El anticuario revisaba sus libros, sentado frente al escritorio. Al principio pareció no haber oído. Sólo tras unos instantes levantó la cabeza y sus ojos azules se posaron tranquilamente en los de Julia.
»-La única chica que me gusta eres tú, princesita.
»-¿Y las otras?
»-Qué otras?»
Ninguno de los dos dijo nada más. Pero aquella noche, al dormirse, Julia pensaba en las palabras de César y se sentía feliz. Nadie iba a quitárselo; no había peligro. Y nunca se iría lejos, al lugar de donde no se vuelve, como su padre.
Después vinieron otros tiempos.

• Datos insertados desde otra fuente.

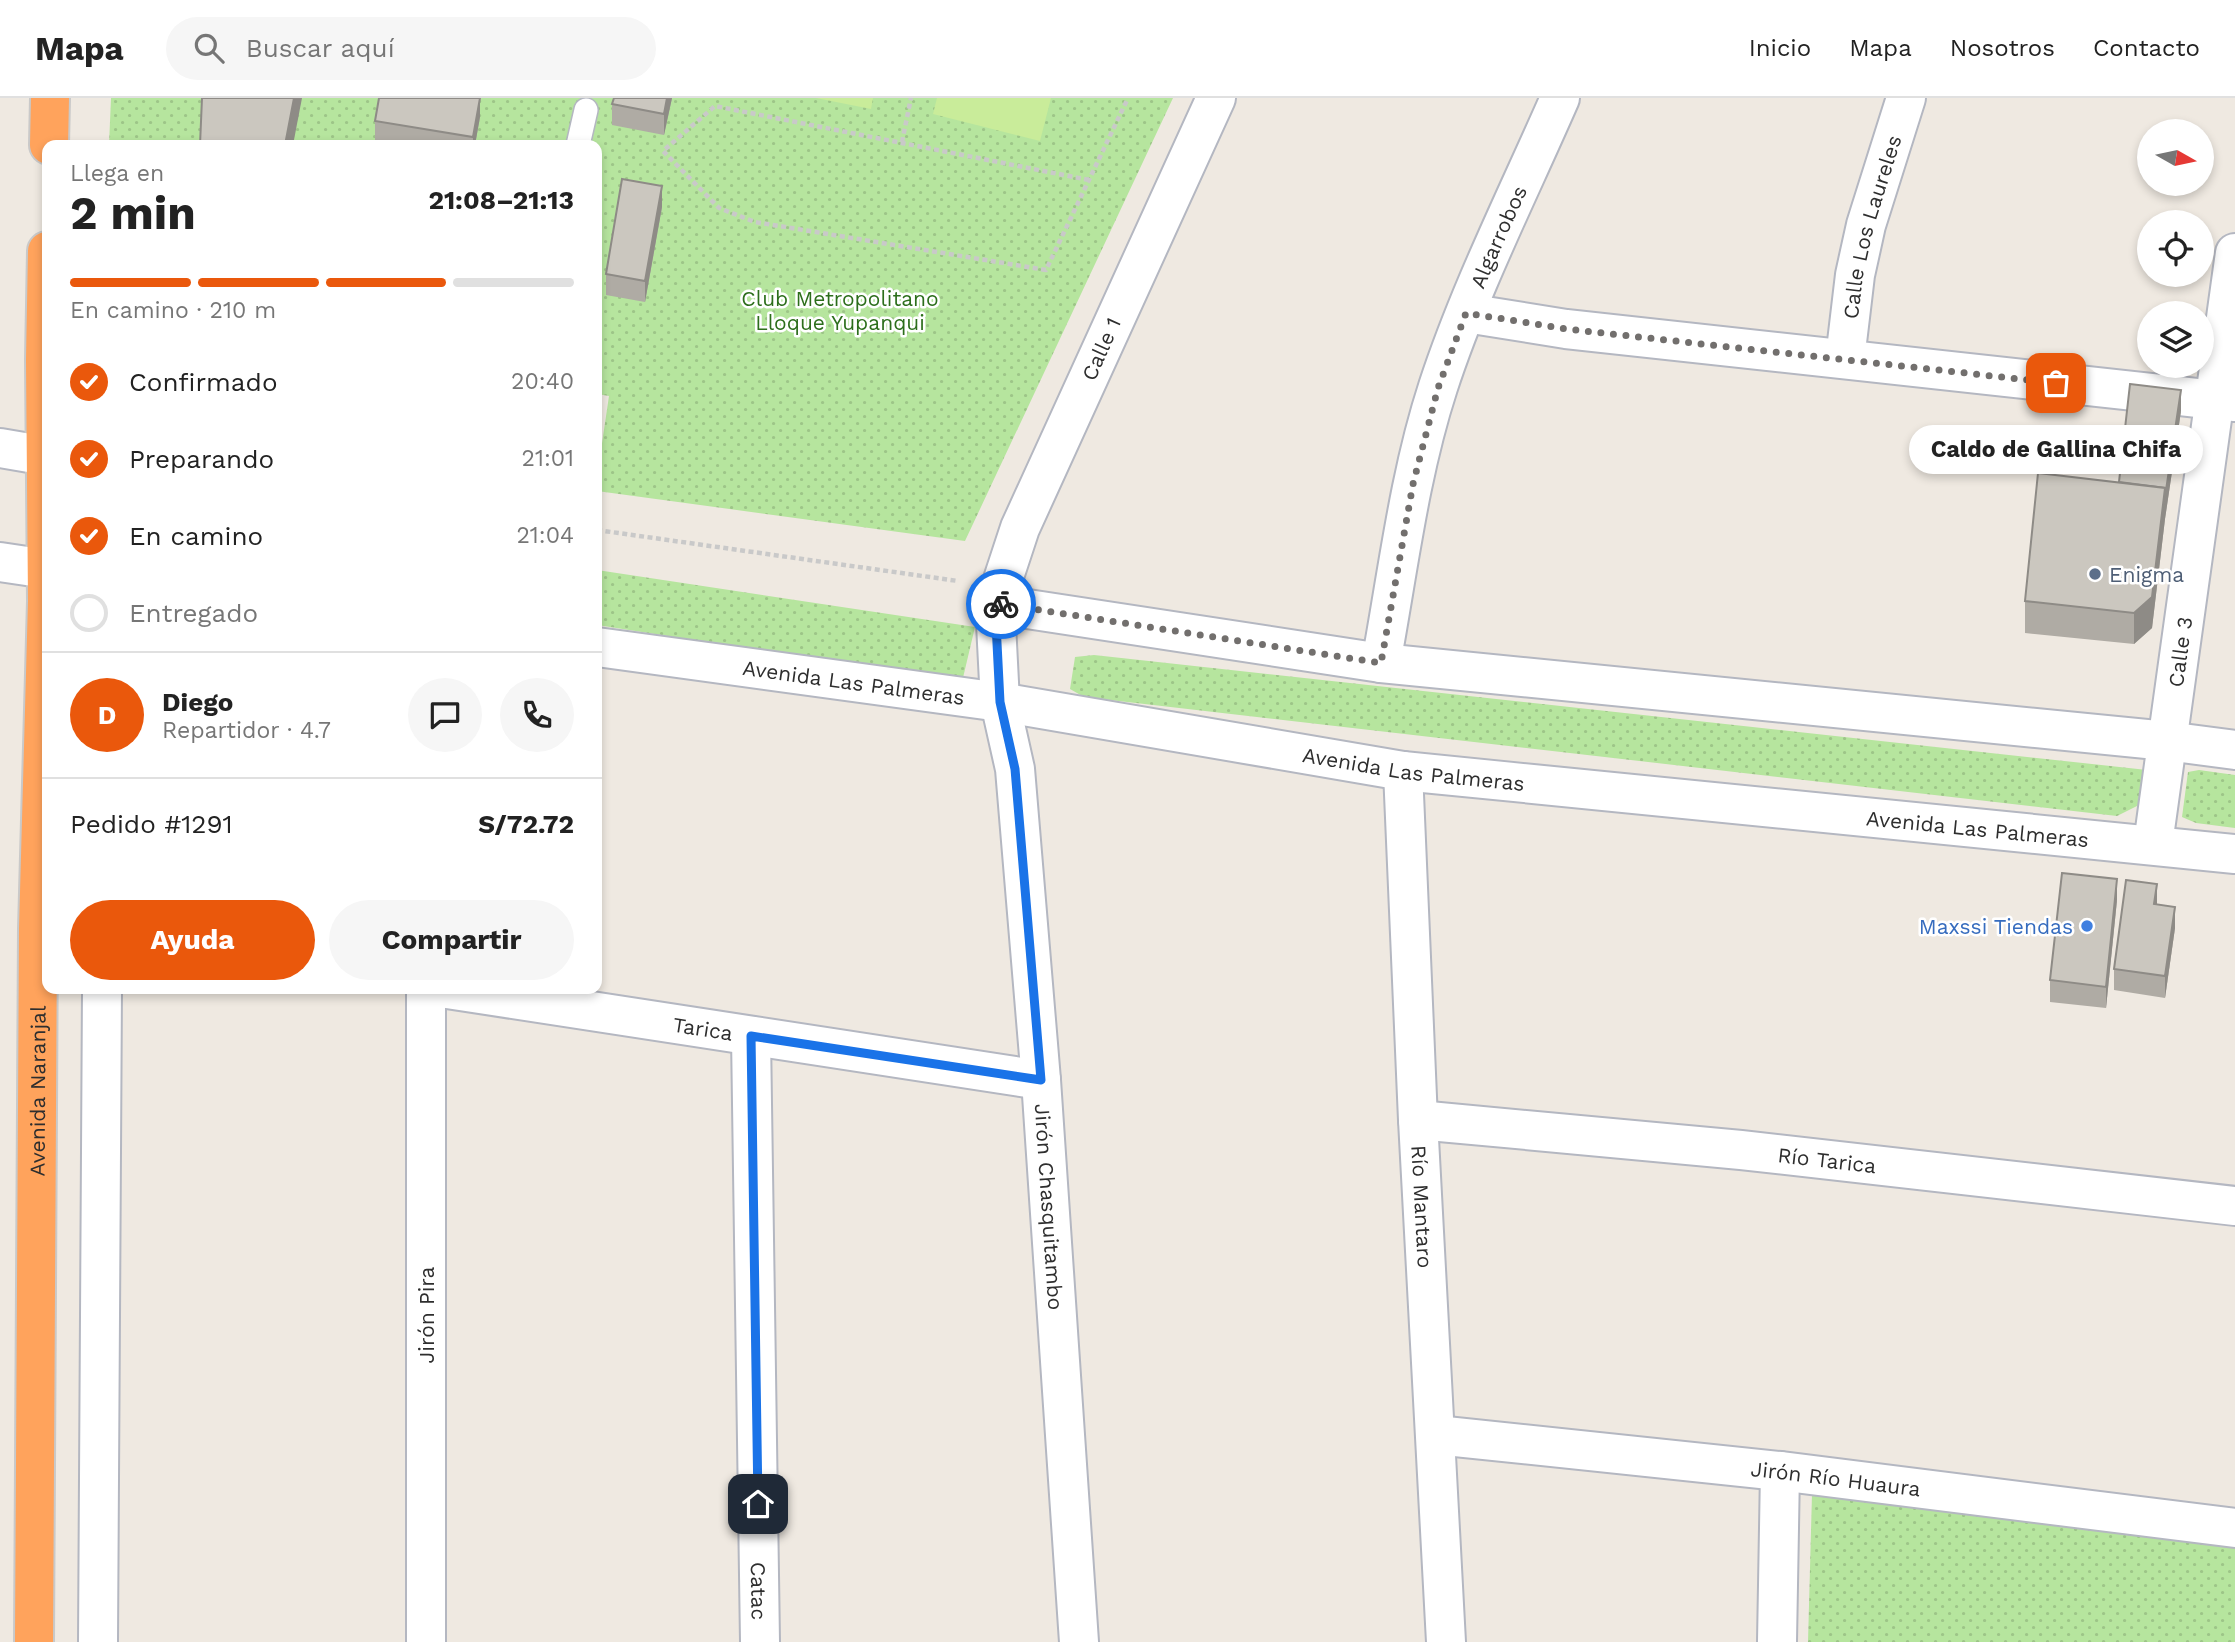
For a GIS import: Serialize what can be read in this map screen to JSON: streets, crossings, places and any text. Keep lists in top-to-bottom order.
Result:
{
  "streets": {
    "highway": ["Avenida Naranjal"],
    "street": [
      "Calle Los Laureles",
      "Algarrobos",
      "Calle 1",
      "Calle 3",
      "Avenida Las Palmeras",
      "Tarica",
      "Río Tarica",
      "Jirón Chasquitambo",
      "Río Mantaro",
      "Jirón Pira",
      "Jirón Río Huaura",
      "Catac"
    ]
  },
  "crossings": [
    ["Calle 1", "Jirón Chasquitambo"],
    ["Calle 3", "Avenida Las Palmeras"],
    ["Avenida Las Palmeras", "Jirón Chasquitambo"],
    ["Avenida Las Palmeras", "Río Mantaro"],
    ["Tarica", "Jirón Chasquitambo"],
    ["Tarica", "Catac"],
    ["Río Tarica", "Río Mantaro"],
    ["Río Mantaro", "Jirón Río Huaura"]
  ],
  "parks": ["Club Metropolitano Lloque Yupanqui"],
  "places": ["Caldo de Gallina Chifa", "Enigma", "Maxssi Tiendas"],
  "north": "right",
  "page": {
    "header": "Mapa",
    "search": "Buscar aquí",
    "nav": [
      "Inicio",
      "Mapa",
      "Nosotros",
      "Contacto"
    ],
    "heading": ["2 min", "Llega en", "21:08–21:13"],
    "panel": [
      "Diego",
      "Repartidor · 4.7",
      "Pedido #1291",
      "S/72.72"
    ],
    "bar": "En camino · 210 m",
    "list": [
      ["Confirmado", "20:40"],
      ["Preparando", "21:01"],
      ["En camino", "21:04"],
      "Entregado"
    ],
    "bubble": "Caldo de Gallina Chifa",
    "round": "D",
    "buttons": ["Ayuda", "Compartir"]
  }
}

Largos relatos entre la luz dorada de la tienda de antigüedades; la juventud de César, París y Roma mezclados con historia, arte, libros y aventuras. Y los mitos compartidos. La I sla del tesoro leída capítulo a capítulo entre viejos arcones y panoplias oxidadas. Los pobres piratas sentimentales que, en las noches de luna del Caribe, sentían conmoverse los corazones de piedra al pensar en sus ancianas madres. Porque también los piratas tenían madre; incluso canallas refinados como Jaime Garfio, a quien se le conocía la calidad en los desmanes, y que cada fin de mes enviaba unos doblones de oro español para aliviar la vejez de la autora de sus días. Y entre historia e historia, César sacaba un par de viejos sables de un baúl y le enseñaba la esgrima de los filibusteros: en guardia y atrás, no es lo mismo tajar que degollar, y un gancho de abordaje se lanza exactamente así. También sacaba el sextante para que se orientase por las estrellas. Y el estilete de mango de plata, labrado por Benvenuto Cellini, que además de ser orfebre mató al condestable de Borbón de un tiro de arcabuz, cuando el saco de Roma. Y la terrible daga de misericordia, larga y siniestra, que el paje del Príncipe Negro hundía a través de la celada de los caballeros franceses derribados en Crecy…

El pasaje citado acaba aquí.